What you should do -
Go over the material below and report every line that contains the word "Ozon".
_ _ _ _
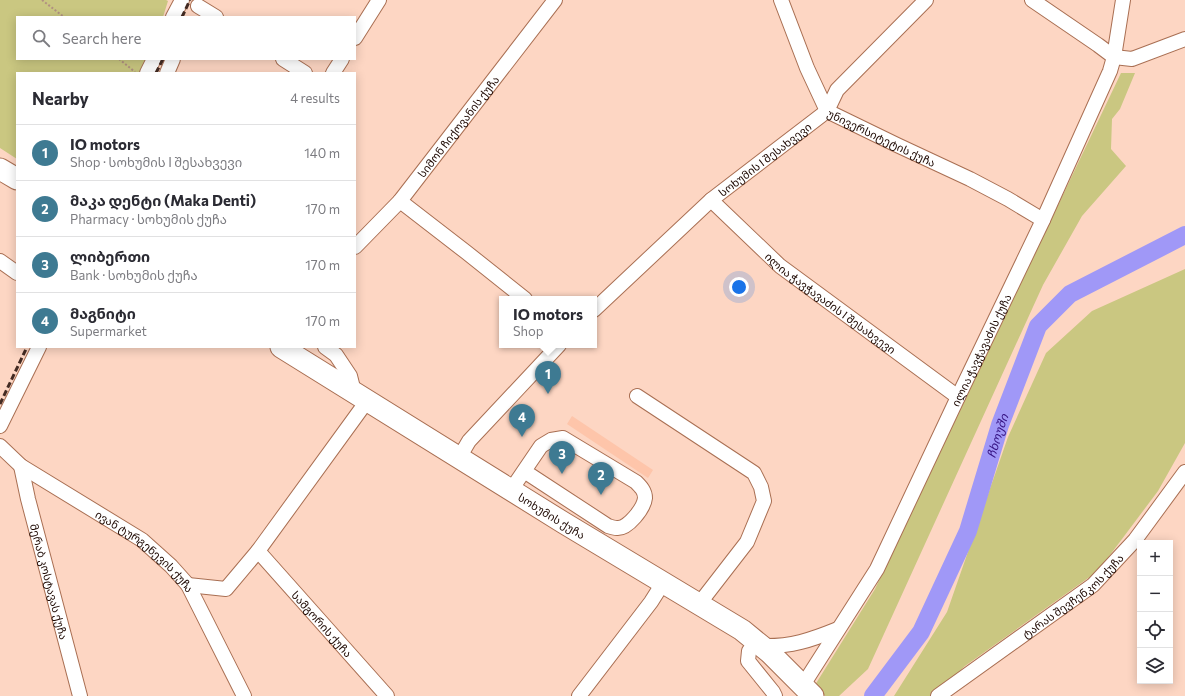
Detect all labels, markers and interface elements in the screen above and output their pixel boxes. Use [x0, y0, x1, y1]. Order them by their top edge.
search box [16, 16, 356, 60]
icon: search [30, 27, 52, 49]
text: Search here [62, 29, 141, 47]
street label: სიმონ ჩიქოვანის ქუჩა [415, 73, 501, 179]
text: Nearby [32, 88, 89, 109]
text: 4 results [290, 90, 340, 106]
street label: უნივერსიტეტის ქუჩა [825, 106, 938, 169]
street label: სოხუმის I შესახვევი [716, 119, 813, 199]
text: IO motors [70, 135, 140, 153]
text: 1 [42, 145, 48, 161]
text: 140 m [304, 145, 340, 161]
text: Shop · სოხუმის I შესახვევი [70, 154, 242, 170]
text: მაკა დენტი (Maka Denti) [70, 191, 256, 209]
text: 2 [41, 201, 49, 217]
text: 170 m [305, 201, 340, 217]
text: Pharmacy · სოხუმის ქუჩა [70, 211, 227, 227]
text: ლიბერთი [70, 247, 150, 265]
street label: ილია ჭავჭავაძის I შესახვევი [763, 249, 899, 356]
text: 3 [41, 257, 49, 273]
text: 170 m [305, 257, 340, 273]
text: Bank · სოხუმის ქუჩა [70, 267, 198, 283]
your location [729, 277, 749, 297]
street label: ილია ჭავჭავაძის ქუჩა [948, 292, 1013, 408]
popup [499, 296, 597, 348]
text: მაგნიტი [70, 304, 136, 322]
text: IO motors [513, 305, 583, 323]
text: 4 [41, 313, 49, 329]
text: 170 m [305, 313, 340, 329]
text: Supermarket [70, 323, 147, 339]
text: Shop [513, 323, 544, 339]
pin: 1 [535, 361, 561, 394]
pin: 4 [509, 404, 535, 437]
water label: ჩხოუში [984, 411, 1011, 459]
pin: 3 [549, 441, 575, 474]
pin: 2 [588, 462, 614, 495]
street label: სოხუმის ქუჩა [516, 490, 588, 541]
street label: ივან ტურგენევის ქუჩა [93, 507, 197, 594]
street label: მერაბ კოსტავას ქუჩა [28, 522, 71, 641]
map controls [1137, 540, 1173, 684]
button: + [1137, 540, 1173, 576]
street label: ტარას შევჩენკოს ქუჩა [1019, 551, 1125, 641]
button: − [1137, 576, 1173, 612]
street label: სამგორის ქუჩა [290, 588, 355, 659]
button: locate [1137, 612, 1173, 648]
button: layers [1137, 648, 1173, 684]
_ _ _ _
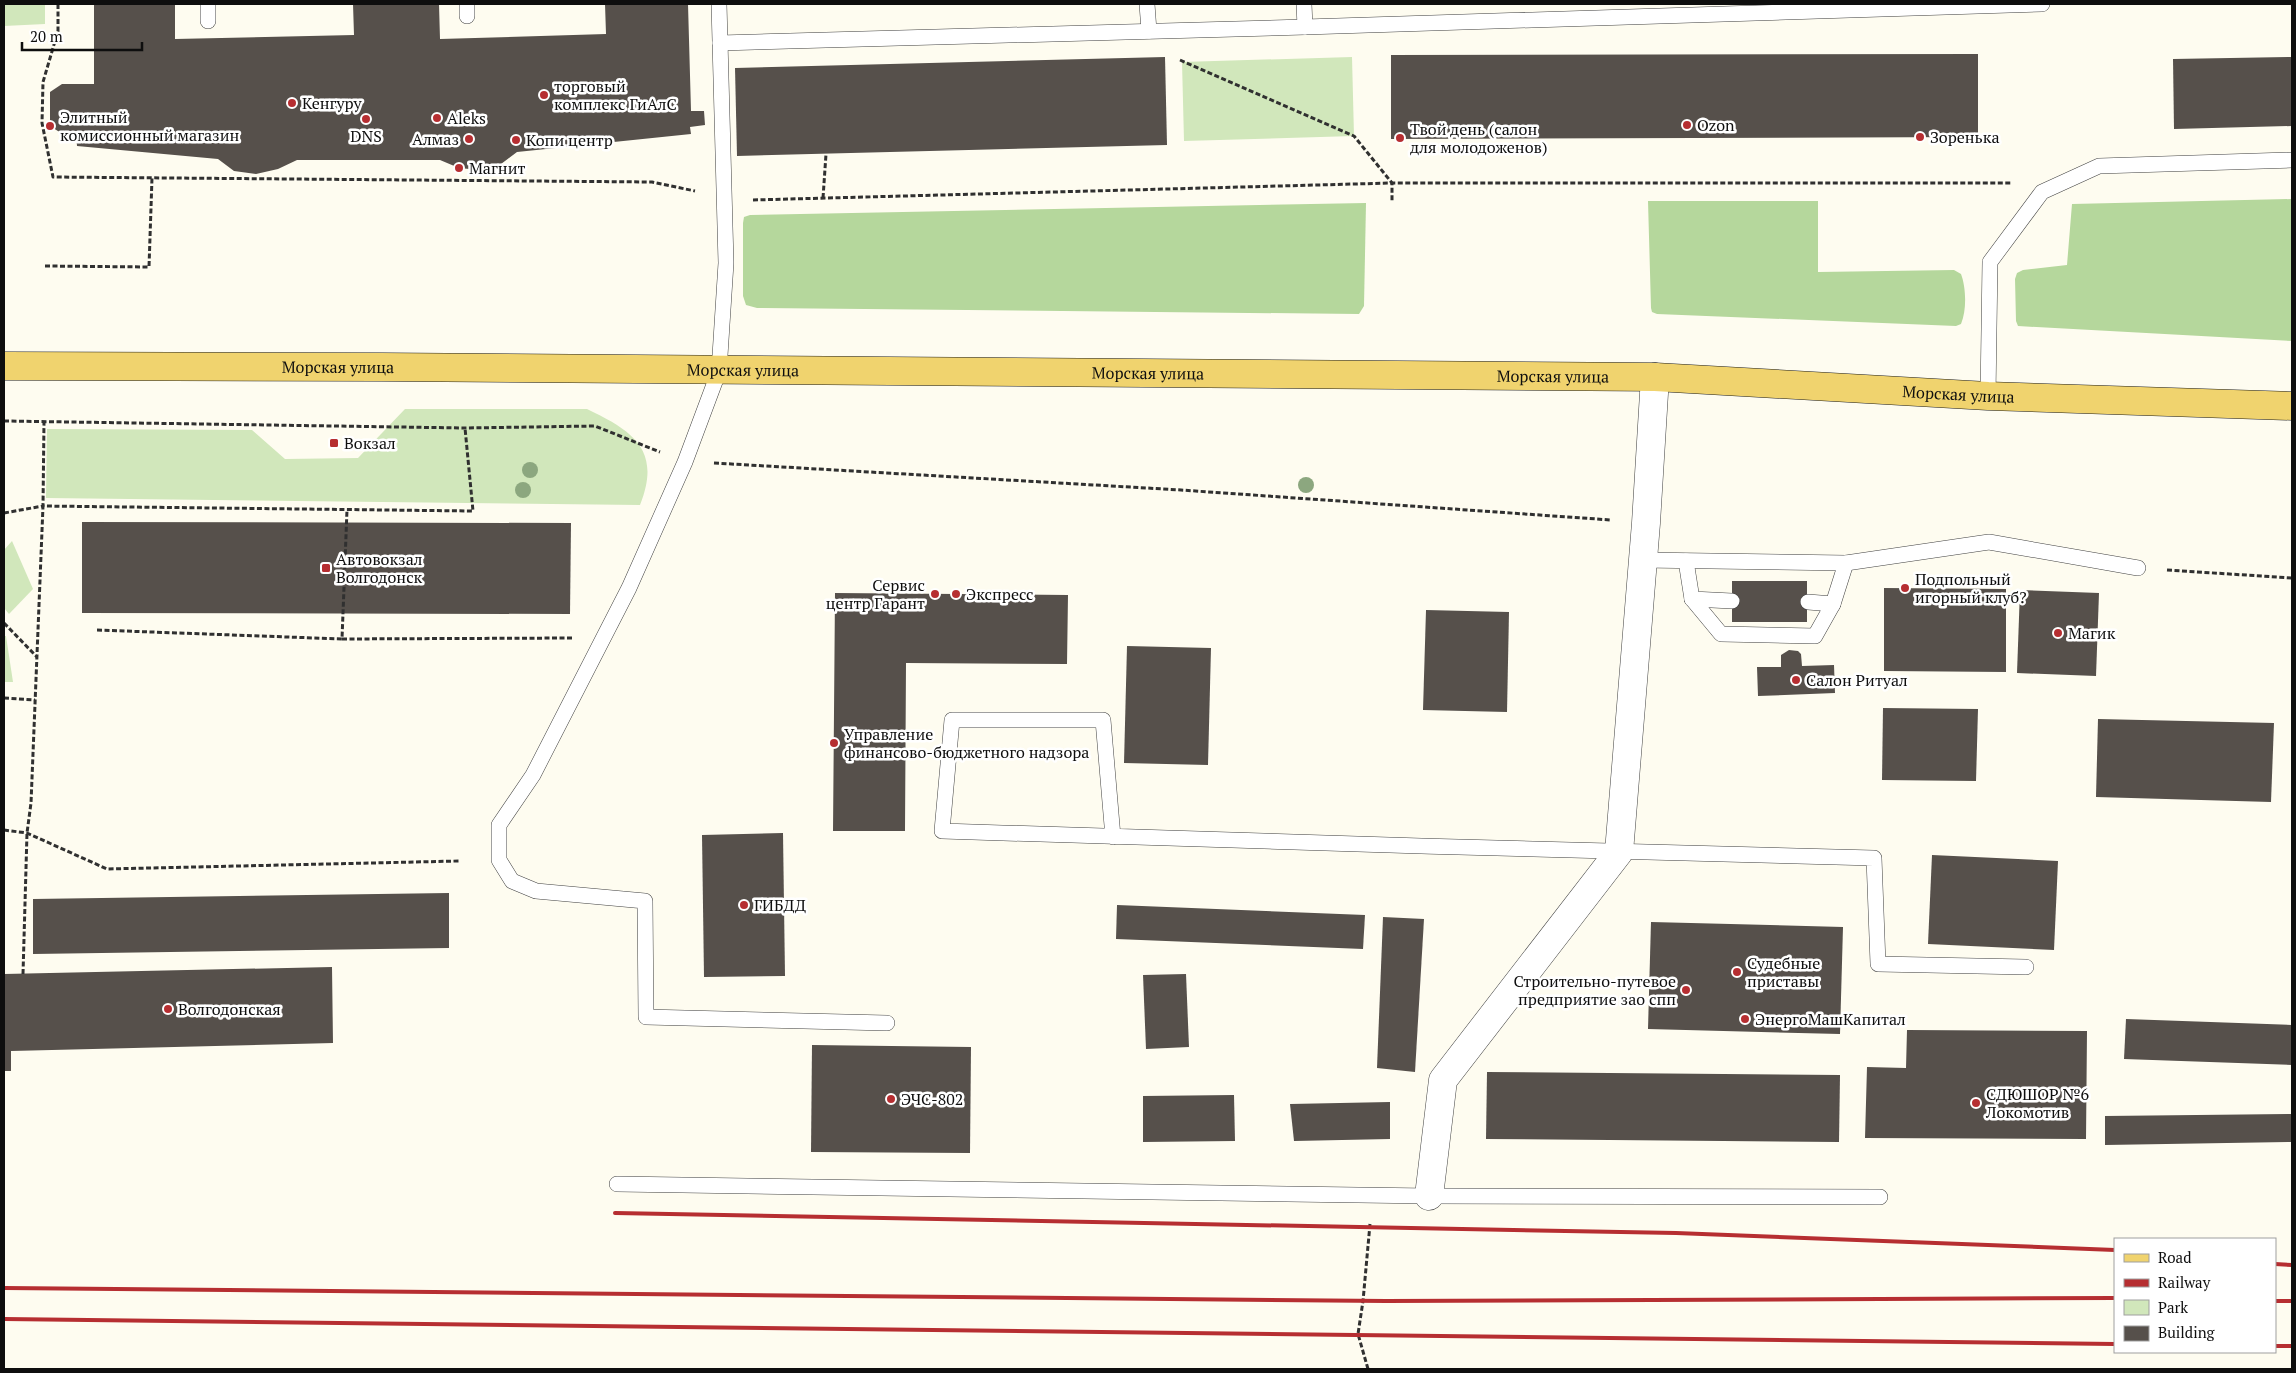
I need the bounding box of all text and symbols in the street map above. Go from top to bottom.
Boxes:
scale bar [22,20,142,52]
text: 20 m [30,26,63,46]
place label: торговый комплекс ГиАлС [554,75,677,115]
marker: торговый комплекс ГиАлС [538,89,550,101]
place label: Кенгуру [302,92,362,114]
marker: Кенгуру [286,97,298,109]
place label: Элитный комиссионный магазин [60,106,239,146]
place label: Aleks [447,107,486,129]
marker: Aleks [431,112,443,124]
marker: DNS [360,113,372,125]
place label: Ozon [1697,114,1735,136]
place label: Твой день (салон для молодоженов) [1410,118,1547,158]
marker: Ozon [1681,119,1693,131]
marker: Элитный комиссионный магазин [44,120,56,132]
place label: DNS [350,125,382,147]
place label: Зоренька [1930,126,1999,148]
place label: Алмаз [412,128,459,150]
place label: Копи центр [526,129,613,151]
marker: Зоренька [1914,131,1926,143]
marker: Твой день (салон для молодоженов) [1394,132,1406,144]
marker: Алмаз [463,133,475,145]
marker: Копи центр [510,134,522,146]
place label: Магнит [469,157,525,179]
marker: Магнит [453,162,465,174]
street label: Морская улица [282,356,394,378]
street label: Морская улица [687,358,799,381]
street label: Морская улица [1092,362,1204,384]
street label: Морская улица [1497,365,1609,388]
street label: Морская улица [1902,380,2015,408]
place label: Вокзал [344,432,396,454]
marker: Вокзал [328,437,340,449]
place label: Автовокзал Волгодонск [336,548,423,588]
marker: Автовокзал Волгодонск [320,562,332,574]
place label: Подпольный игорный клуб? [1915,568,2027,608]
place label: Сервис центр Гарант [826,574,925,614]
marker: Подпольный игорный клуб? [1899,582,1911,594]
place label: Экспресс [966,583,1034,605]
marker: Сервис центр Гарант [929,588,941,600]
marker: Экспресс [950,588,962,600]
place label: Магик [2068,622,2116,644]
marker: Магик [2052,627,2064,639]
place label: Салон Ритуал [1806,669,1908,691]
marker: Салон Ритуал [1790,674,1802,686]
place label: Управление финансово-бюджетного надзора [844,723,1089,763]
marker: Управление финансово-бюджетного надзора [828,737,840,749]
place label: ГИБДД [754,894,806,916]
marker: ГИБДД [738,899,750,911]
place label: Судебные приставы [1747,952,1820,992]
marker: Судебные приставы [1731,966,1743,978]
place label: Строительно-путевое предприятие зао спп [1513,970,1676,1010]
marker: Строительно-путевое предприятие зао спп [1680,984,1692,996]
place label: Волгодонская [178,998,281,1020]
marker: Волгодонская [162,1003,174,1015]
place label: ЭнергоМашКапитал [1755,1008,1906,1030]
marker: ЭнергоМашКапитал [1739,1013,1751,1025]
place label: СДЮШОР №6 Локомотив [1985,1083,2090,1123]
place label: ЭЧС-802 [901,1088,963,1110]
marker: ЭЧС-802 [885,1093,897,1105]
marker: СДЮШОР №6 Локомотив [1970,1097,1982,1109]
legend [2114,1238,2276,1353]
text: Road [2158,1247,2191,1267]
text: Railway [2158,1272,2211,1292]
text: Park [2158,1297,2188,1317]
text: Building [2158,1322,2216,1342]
_ _ _ _
Reply -
place label: Ozon [1697,114,1735,136]
marker: Ozon [1681,119,1693,131]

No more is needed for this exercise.